[YOUR TASK] Write out, without any change, the lines in the material below that run from the line with "display:flex; align-items:center; gap:14px;" through the line with "function write(font, color, halo, rows, align", both included.

[EXERCISE DATA]
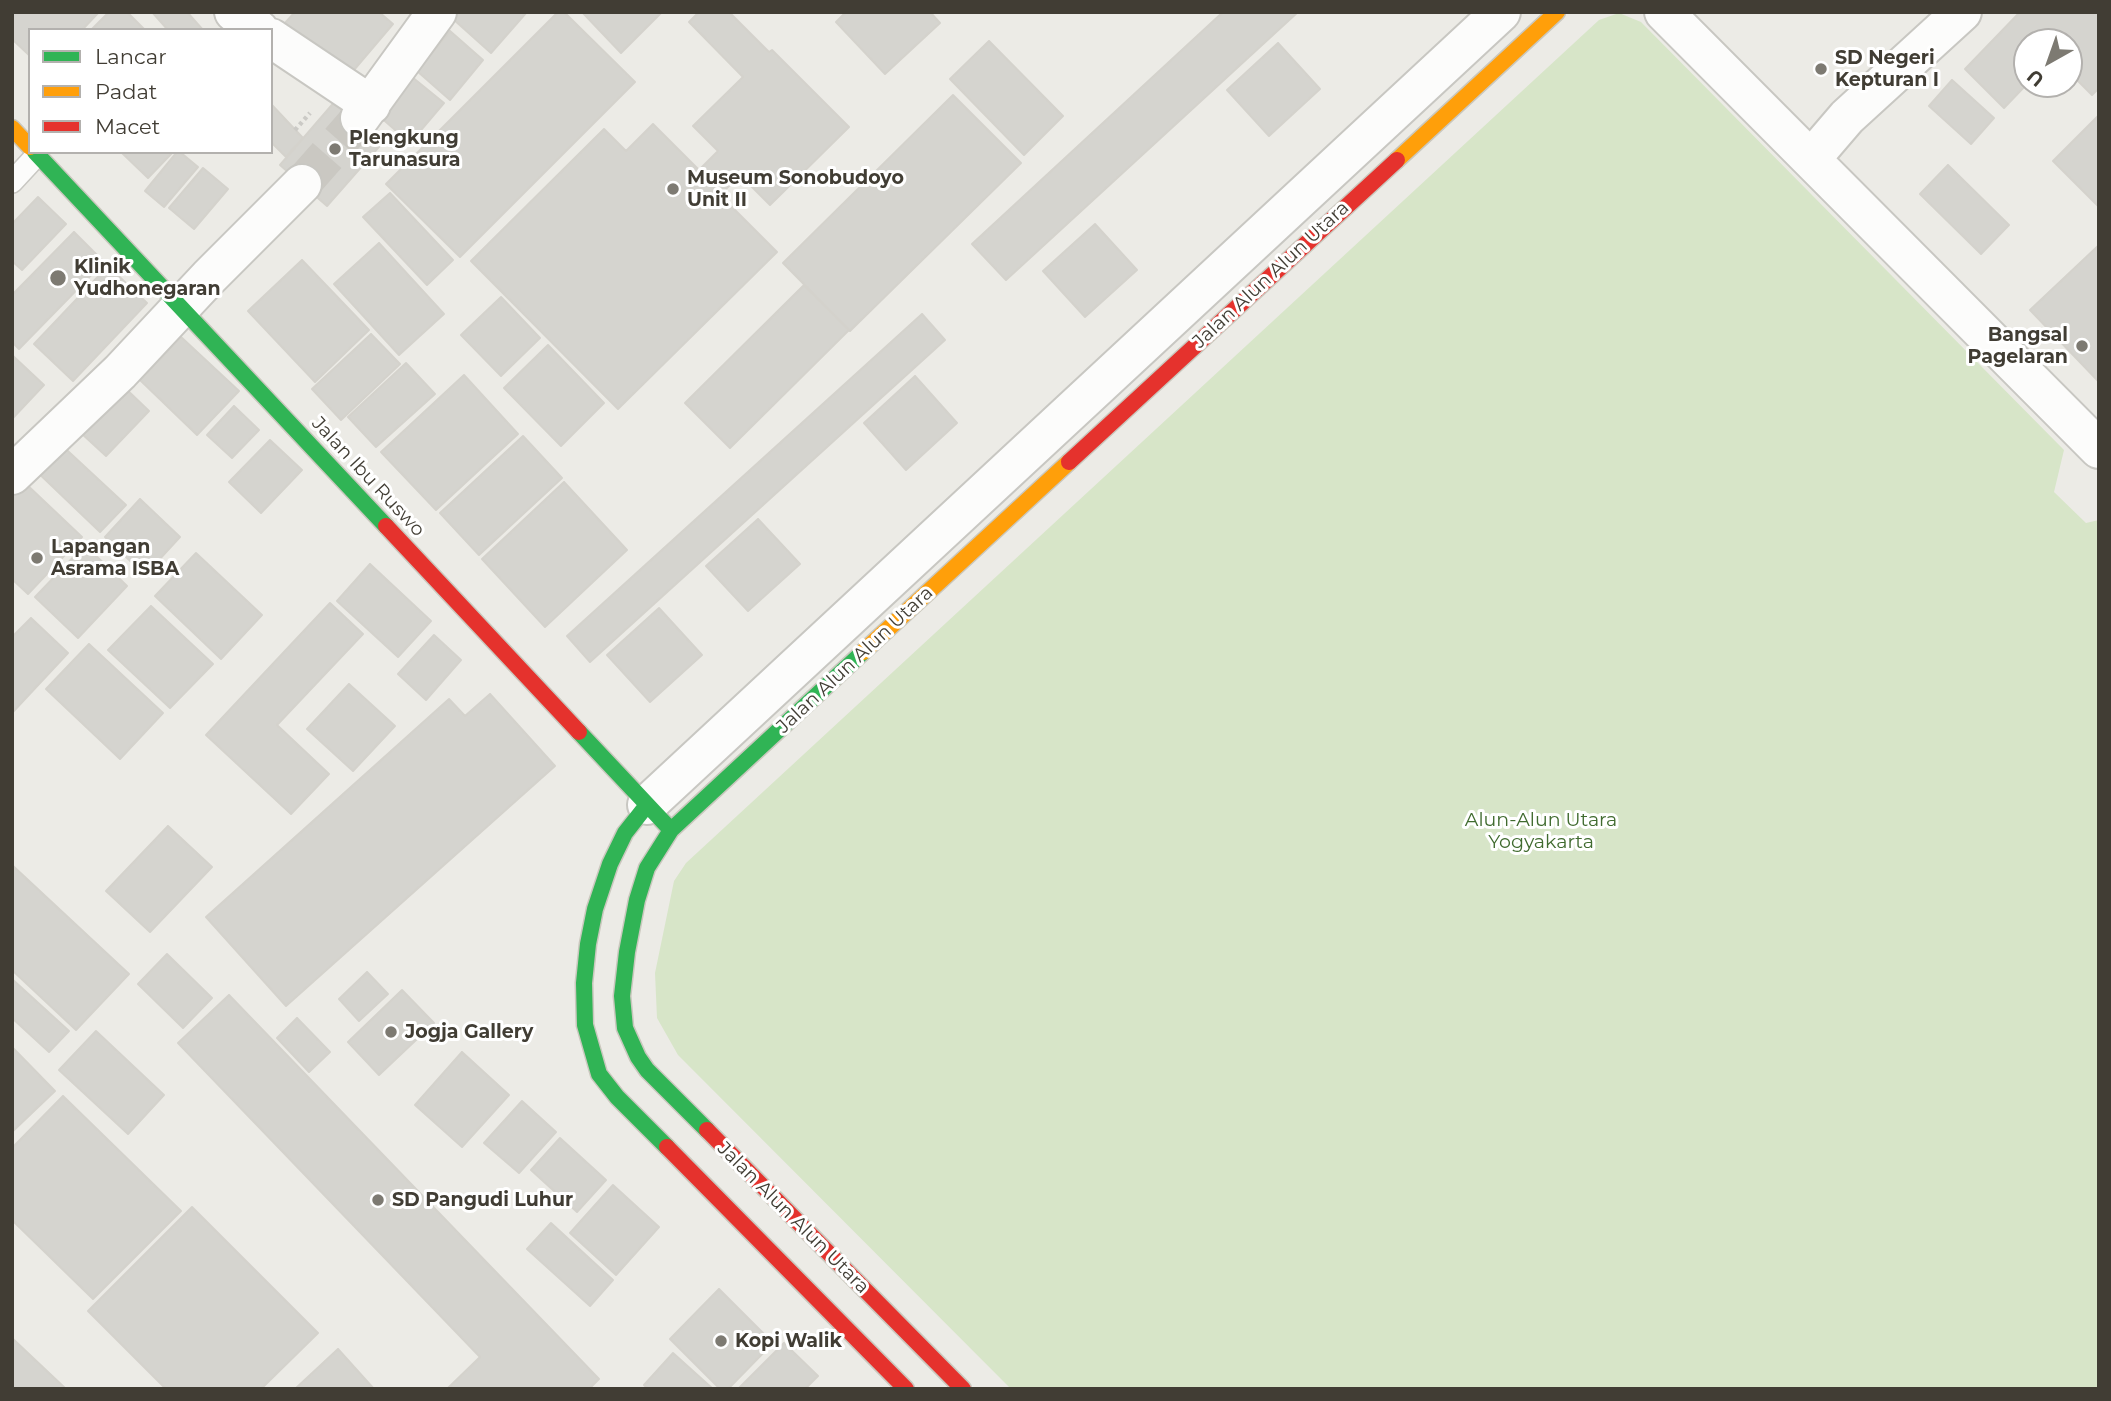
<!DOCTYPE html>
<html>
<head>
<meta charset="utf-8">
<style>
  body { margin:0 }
  #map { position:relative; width:2111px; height:1401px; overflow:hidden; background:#ecebe6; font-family:Montserrat,sans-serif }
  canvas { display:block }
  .frame { position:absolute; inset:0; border:14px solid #413d34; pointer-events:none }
  .legend { position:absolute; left:28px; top:28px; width:245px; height:126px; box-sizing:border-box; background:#fff; border:2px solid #b3b1ae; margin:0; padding:9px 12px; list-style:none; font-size:21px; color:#413d34 }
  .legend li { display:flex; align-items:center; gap:14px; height:35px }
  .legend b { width:35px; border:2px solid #b3b1ae }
  .north { position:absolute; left:2013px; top:28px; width:70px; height:70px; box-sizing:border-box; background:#fff; border:2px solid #b3b1ae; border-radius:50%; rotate:220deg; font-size:19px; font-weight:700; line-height:28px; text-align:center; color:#413d34 }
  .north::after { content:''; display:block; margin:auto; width:24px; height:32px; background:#7d7a72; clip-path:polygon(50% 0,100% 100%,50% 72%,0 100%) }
</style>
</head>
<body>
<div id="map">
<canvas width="2111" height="1401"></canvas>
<div class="frame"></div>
<ul class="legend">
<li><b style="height:9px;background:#30b455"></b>Lancar</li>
<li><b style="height:9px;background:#ff9f0a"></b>Padat</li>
<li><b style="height:9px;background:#e5322d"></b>Macet</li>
</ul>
<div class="north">U</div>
</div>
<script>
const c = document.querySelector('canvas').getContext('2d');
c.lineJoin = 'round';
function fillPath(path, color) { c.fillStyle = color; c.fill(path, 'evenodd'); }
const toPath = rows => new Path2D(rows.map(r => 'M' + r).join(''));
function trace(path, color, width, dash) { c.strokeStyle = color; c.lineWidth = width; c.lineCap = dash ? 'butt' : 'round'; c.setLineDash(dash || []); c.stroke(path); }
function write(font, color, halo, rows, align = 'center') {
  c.font = font + ' Montserrat,sans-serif'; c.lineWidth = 6; c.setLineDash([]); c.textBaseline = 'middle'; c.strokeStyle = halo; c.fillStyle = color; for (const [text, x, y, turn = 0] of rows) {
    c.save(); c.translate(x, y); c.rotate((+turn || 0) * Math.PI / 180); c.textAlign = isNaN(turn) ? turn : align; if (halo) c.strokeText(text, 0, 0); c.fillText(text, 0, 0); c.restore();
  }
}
fillPath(toPath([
  [1619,13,1641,22,2064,450,2054,492,2086,523,2099,520,2099,1386,2095,1389,1011,1389,678,1055,657,1018,655,973,674,881,686,863,1599,20]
]), '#d7e5c8');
const building = toPath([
  [12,12,99,12,82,30,30,30,30,56,12,39,12,12],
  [109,12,127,12,144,29,91,30,109,12],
  [152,12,187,12,203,30,168,30,152,12],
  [295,12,379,12,393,24,348,77,285,23,295,12],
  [459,12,525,12,526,13,491,53,453,19,459,12],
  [558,12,564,12,635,82,460,257,386,184,558,12],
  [582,12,662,12,621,53,582,12],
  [699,12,729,12,769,52,772,50,849,127,770,205,740,175,720,195,777,252,618,409,471,261,604,129,626,151,653,124,699,170,718,151,693,126,743,77,689,22,699,12],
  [846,12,930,12,940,23,885,74,836,22,846,12],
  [1223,12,1298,12,1006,280,972,244,1223,12],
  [2020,12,2099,12,2099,88,2092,95,2069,72,2069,42,2027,42,2027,84,2004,108,1965,69,2020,12],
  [450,31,483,60,450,100,417,71,450,31],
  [989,41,1063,116,1024,155,950,79,989,41],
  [1278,43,1320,89,1269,136,1227,90,1278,43],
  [412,77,444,103,410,143,378,115,412,77],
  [1952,80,1994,118,1971,144,1929,106,1952,80],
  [953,95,1021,163,850,331,783,263,953,95],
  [337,99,385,140,327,206,280,165,337,99],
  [271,104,303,138,286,157,271,142,271,104],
  [2099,115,2099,207,2053,161,2099,115],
  [121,152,173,152,148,178,121,152],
  [177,152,180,152,198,167,164,207,145,191,177,152],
  [1948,165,2009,225,1981,254,1920,194,1948,165],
  [203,168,228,189,194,229,169,208,203,168],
  [390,193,453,260,427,285,363,217,390,193],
  [38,197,66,224,22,270,12,261,12,224,38,197],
  [1095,224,1137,270,1085,317,1043,271,1095,224],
  [74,232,104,262,19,349,12,342,12,295,74,232],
  [379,243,444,314,399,355,334,284,379,243],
  [2099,245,2099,382,2030,310,2099,245],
  [302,260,369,330,315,382,248,311,302,260],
  [108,266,147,303,73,381,34,344,108,266],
  [804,285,849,330,730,448,685,403,804,285],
  [501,297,540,338,501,376,461,335,501,297],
  [922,314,945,340,590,662,567,636,922,314],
  [371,334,400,364,341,420,312,389,371,334],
  [181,337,239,391,197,435,140,380,181,337],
  [548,345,604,403,561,446,504,388,548,345],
  [12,355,44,385,12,419,12,355],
  [406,363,435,394,376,447,348,417,406,363],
  [464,375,518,434,436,510,381,452,464,375],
  [915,376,957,423,906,470,864,423,915,376],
  [124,387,149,411,106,456,81,433,124,387],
  [234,406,259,430,232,458,207,435,234,406],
  [523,436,562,478,479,555,440,513,523,436],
  [56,440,126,505,100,532,31,466,56,440],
  [270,440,302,470,261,513,229,482,270,440],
  [564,482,627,550,545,627,482,559,564,482],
  [25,483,82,537,28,594,12,579,12,496,25,483],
  [140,499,180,537,145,575,105,537,140,499],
  [758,519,800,564,748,611,706,566,758,519],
  [85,545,127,586,78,638,35,597,85,545],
  [196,553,262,615,221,659,155,596,196,553],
  [370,564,431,621,398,657,337,601,370,564],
  [330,603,363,634,277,725,329,774,291,814,206,735,330,603],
  [151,606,213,664,170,708,108,650,151,606],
  [659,608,702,655,650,702,607,655,659,608],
  [31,618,68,653,12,713,12,637,31,618],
  [434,635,461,660,426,700,398,674,434,635],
  [89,644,163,713,120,759,46,689,89,644],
  [349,684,395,726,353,771,307,729,349,684],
  [490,694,555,766,286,1006,206,917,449,699,465,716,490,694],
  [168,826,212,867,150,932,106,891,168,826],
  [12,865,129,974,76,1030,12,970,12,865],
  [167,954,212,998,183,1028,138,984,167,954],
  [367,972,388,994,359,1021,339,999,367,972],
  [12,979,69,1031,49,1052,12,1018,12,979],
  [402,990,434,1023,379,1075,348,1042,402,990],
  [229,995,599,1379,589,1389,447,1389,480,1357,178,1043,229,995],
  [297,1018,330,1052,309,1072,277,1038,297,1018],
  [96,1031,164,1095,128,1134,59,1070,96,1031],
  [12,1047,55,1091,12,1132,12,1047],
  [462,1052,509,1095,462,1147,415,1105,462,1052],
  [63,1096,181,1211,93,1299,12,1220,12,1148,63,1096],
  [522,1101,556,1132,519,1173,484,1143,522,1101],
  [560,1138,606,1180,577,1212,531,1170,560,1138],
  [613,1185,659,1227,616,1275,570,1233,613,1185],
  [192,1207,318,1333,261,1389,166,1389,88,1311,192,1207],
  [551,1223,613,1280,590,1306,527,1249,551,1223],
  [719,1289,773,1343,728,1389,720,1389,670,1339,719,1289],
  [12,1338,66,1389,12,1389,12,1338],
  [784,1343,818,1376,805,1389,738,1389,784,1343],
  [338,1349,374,1389,295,1389,338,1349],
  [673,1353,713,1389,648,1389,644,1385,673,1353]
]);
fillPath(building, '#d5d4cf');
trace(building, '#d4d2cc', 2);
trace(toPath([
  [302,184,360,118]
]), '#cac8c2', 38, [38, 19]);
const lane = toPath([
  [12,182,37,155]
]);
const street = toPath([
  [234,12,259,30],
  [1664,12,2099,449],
  [271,38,371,105],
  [360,118,437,12],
  [1811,159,1847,117,1962,12],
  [12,475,120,372,209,277,302,184],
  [647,805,1501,12]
]);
const fast = toPath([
  [35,152,386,526],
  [579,732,671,830],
  [647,805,625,833,610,864,595,909,588,944,584,983,585,1025,599,1074,617,1097,667,1147],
  [707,1130,647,1070,638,1057,625,1028,622,996,627,952,637,900,647,868,671,830,863,652]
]);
const slow = toPath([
  [12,128,30,147],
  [1397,160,1557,12],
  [863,652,1069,462]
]);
const jam = toPath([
  [1069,462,1397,160],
  [386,526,579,732],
  [707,1130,963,1389],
  [667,1147,906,1389]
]);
trace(lane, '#c8c7c2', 24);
trace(street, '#c8c7c2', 42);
trace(fast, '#cac8be', 19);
trace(slow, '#cac8be', 19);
trace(jam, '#cac8be', 19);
trace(toPath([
  [295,130,310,113]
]), '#cbcac6', 4.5, [3.5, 3.5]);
trace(lane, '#fcfcfb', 21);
trace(street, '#fcfcfb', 38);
trace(fast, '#30b455', 16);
trace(slow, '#ff9f0a', 16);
trace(jam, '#e5322d', 16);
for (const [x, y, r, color] of [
  [1821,69,7,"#7d7a72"],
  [335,149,7,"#7d7a72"],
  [673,189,7,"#7d7a72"],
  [58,278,9,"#7d7a72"],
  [2082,346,7,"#7d7a72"],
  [37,558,7,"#7d7a72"],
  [391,1032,7,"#7d7a72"],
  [378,1200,7,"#7d7a72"],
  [721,1341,7,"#7d7a72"]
]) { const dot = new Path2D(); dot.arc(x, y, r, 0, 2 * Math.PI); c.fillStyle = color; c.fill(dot); trace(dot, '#fff', 2.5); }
write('bold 19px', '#413d34', '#fff', [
  ["SD Negeri",1835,58],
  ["Kepturan I",1835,80],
  ["Plengkung",349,138],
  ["Tarunasura",349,160],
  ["Museum Sonobudoyo",687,178],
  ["Unit II",687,200],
  ["Klinik",74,267],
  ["Yudhonegaran",74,289],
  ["Bangsal",2068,335,"right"],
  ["Pagelaran",2068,357,"right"],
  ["Lapangan",51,547],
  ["Asrama ISBA",51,569],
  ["Jogja Gallery",405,1032],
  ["SD Pangudi Luhur",392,1200],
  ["Kopi Walik",735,1341]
], 'left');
write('19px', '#413d34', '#fff', [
  ["Jalan Alun Alun Utara",1271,275,-43],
  ["Jalan Ibu Ruswo",368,477,47],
  ["Jalan Alun Alun Utara",855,660,-43],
  ["Jalan Alun Alun Utara",793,1218,45]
]);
write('19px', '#406b2f', '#fff', [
  ["Alun-Alun Utara",1541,820],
  ["Yogyakarta",1541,842]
]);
</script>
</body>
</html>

[EXERCISE RESULT]
  .legend li { display:flex; align-items:center; gap:14px; height:35px }
  .legend b { width:35px; border:2px solid #b3b1ae }
  .north { position:absolute; left:2013px; top:28px; width:70px; height:70px; box-sizing:border-box; background:#fff; border:2px solid #b3b1ae; border-radius:50%; rotate:220deg; font-size:19px; font-weight:700; line-height:28px; text-align:center; color:#413d34 }
  .north::after { content:''; display:block; margin:auto; width:24px; height:32px; background:#7d7a72; clip-path:polygon(50% 0,100% 100%,50% 72%,0 100%) }
</style>
</head>
<body>
<div id="map">
<canvas width="2111" height="1401"></canvas>
<div class="frame"></div>
<ul class="legend">
<li><b style="height:9px;background:#30b455"></b>Lancar</li>
<li><b style="height:9px;background:#ff9f0a"></b>Padat</li>
<li><b style="height:9px;background:#e5322d"></b>Macet</li>
</ul>
<div class="north">U</div>
</div>
<script>
const c = document.querySelector('canvas').getContext('2d');
c.lineJoin = 'round';
function fillPath(path, color) { c.fillStyle = color; c.fill(path, 'evenodd'); }
const toPath = rows => new Path2D(rows.map(r => 'M' + r).join(''));
function trace(path, color, width, dash) { c.strokeStyle = color; c.lineWidth = width; c.lineCap = dash ? 'butt' : 'round'; c.setLineDash(dash || []); c.stroke(path); }
function write(font, color, halo, rows, align = 'center') {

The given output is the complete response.